Rastro de tierra

Vivir con coherencia es lo más difícil del mundo. Es cómodo estar quieto y ver pasar los recuerdos sin pretender enmendarlos.

Había una vez un angelito chiquito que siempre estaba sentado en una nube. Tenía alas pero no sabía volar. Estaba todo el día y toda la noche agarrado a una estrella. En el cielo le llamaban el Sentao. Al celestial personaje le ocurría algo especial cuando pasaba Dios. Misteriosamente en el rastro de Dios podía volar. Sus alitas diminutas se movían felices y volaba y volaba hasta que se perdía en el cielo el rastro del Señor. Y volvía a sentarse sujetando su estrella. Una mañana luminosa vio que se acercaba hacia él una corte deslumbrante. Los arcángeles rodeaban a Dios y hablaban entre ellos. Algo importante iba a pasar. El angelito se agarró más fuerte a su estrella y cerró los ojos. Cuando los abrió el mismo Dios estaba en su presencia.

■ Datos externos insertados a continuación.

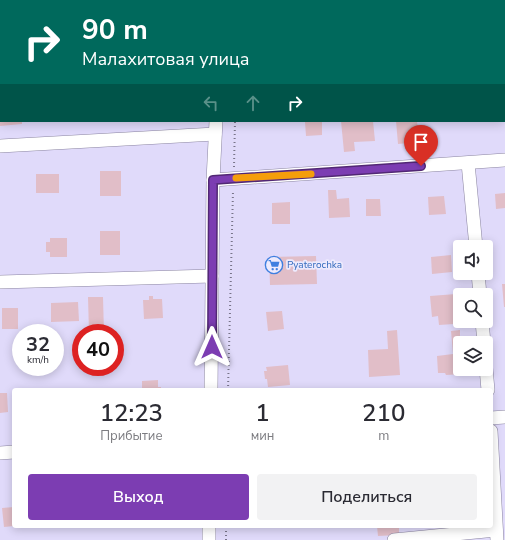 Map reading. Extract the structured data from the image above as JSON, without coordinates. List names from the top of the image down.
{
  "places": {
    "supermarket": ["Pyaterochka"]
  },
  "page": {
    "turn": ["90 m", "Малахитовая улица"],
    "speed": "32 km/h",
    "limit": "40",
    "eta": [
      "12:23",
      "Прибытие",
      "1",
      "мин",
      "210",
      "m"
    ],
    "buttons": ["Выход", "Поделиться"]
  }
}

– Tengo un encargo muy importante para ti –le dijo- en Israel va a nacer un niño. Ese niño va a ser el Mesías prometido por los profetas y tú vas a anunciar al mundo su presencia.

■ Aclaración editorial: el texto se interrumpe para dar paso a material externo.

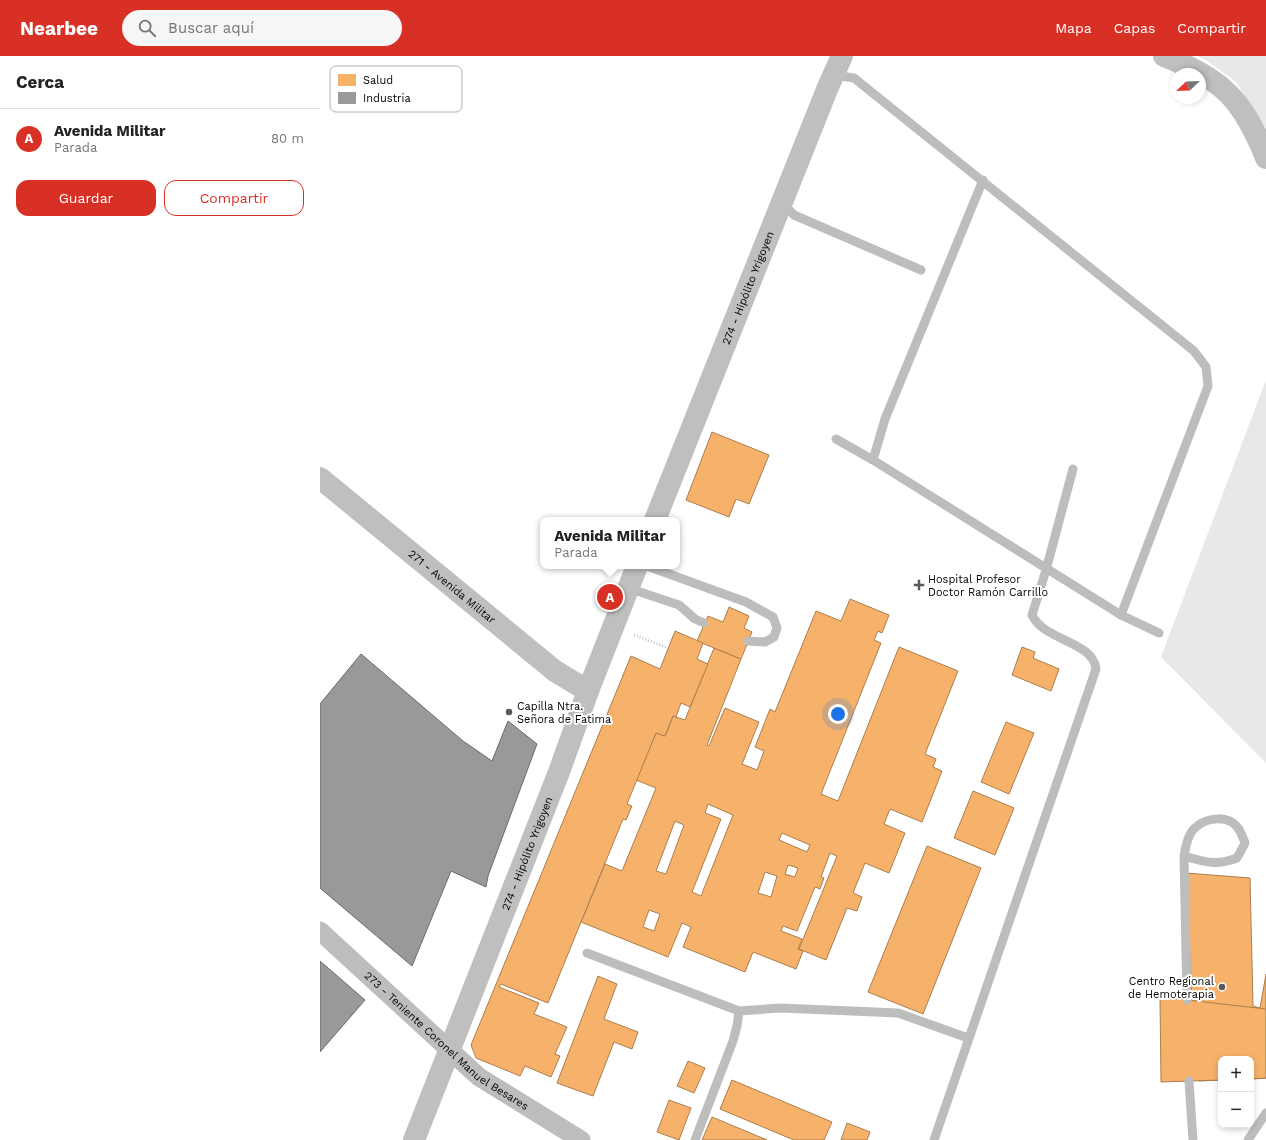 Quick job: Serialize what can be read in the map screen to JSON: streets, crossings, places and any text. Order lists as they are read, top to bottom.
{
  "streets": {
    "street": ["274 - Hipólito Yrigoyen", "271 - Avenida Militar", "273 - Teniente Coronel Manuel Besares"]
  },
  "crossings": [
    ["274 - Hipólito Yrigoyen", "271 - Avenida Militar"],
    ["274 - Hipólito Yrigoyen", "273 - Teniente Coronel Manuel Besares"]
  ],
  "places": {
    "health": ["Hospital Profesor Doctor Ramón Carrillo"],
    "other": ["Capilla Ntra. Señora de Fatima", "Centro Regional de Hemoterapia"]
  },
  "legend": ["Salud", "Industria"],
  "north": "bottom left",
  "page": {
    "header": "Nearbee",
    "search": "Buscar aquí",
    "nav": ["Mapa", "Capas", "Compartir"],
    "heading": "Cerca",
    "list": [
      {
        "mark": "A",
        "name": "Avenida Militar",
        "note": "Parada",
        "value": "80 m"
      }
    ],
    "buttons": ["Guardar", "Compartir"],
    "popup": ["Avenida Militar", "Parada"],
    "pins": "A",
    "map_buttons": ["+", "−"]
  }
} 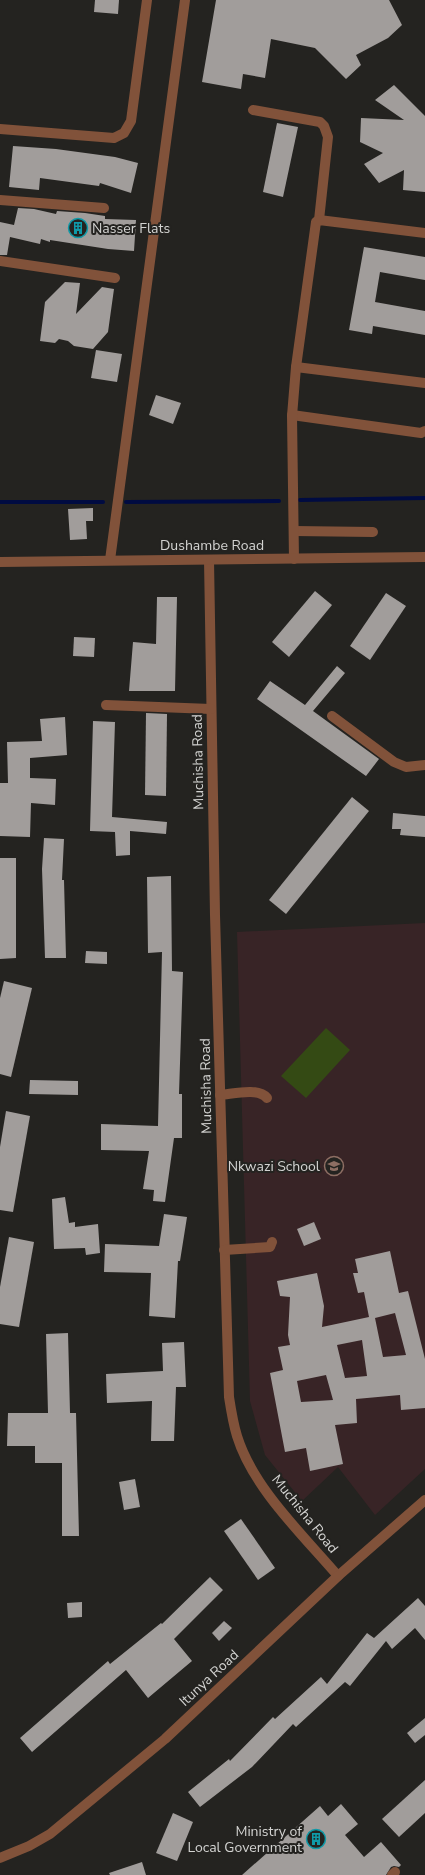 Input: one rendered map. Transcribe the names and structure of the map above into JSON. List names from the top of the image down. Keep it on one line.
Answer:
{"streets":{"street":["Dushambe Road","Muchisha Road","Itunya Road"]},"crossings":[["Dushambe Road","Muchisha Road"],["Muchisha Road","Itunya Road"]],"places":{"building":["Nasser Flats","Ministry of Local Government"],"school or university":["Nkwazi School"]}}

El Sentao miró asustado a Dios. Él no sabía volar y Dios tenía que saberlo. El Altísimo era Dios y…

– No te preocupes. Yo trazaré en el cielo un rastro inmenso y por ese rastro podrás volar. Llevarás la estrella que tienes en la mano y saldrás ahora mismo como mensajero divino.

Y el angelito, siguiendo el rastro de Dios, voló a Oriente, a los campos de pastores y dejó su estrella sobre una casa de Belén que se iluminó con los rayos de luz que llevaba en las manos.

Cuando volvió al cielo su nombre cambió por el de Rastro de Dios.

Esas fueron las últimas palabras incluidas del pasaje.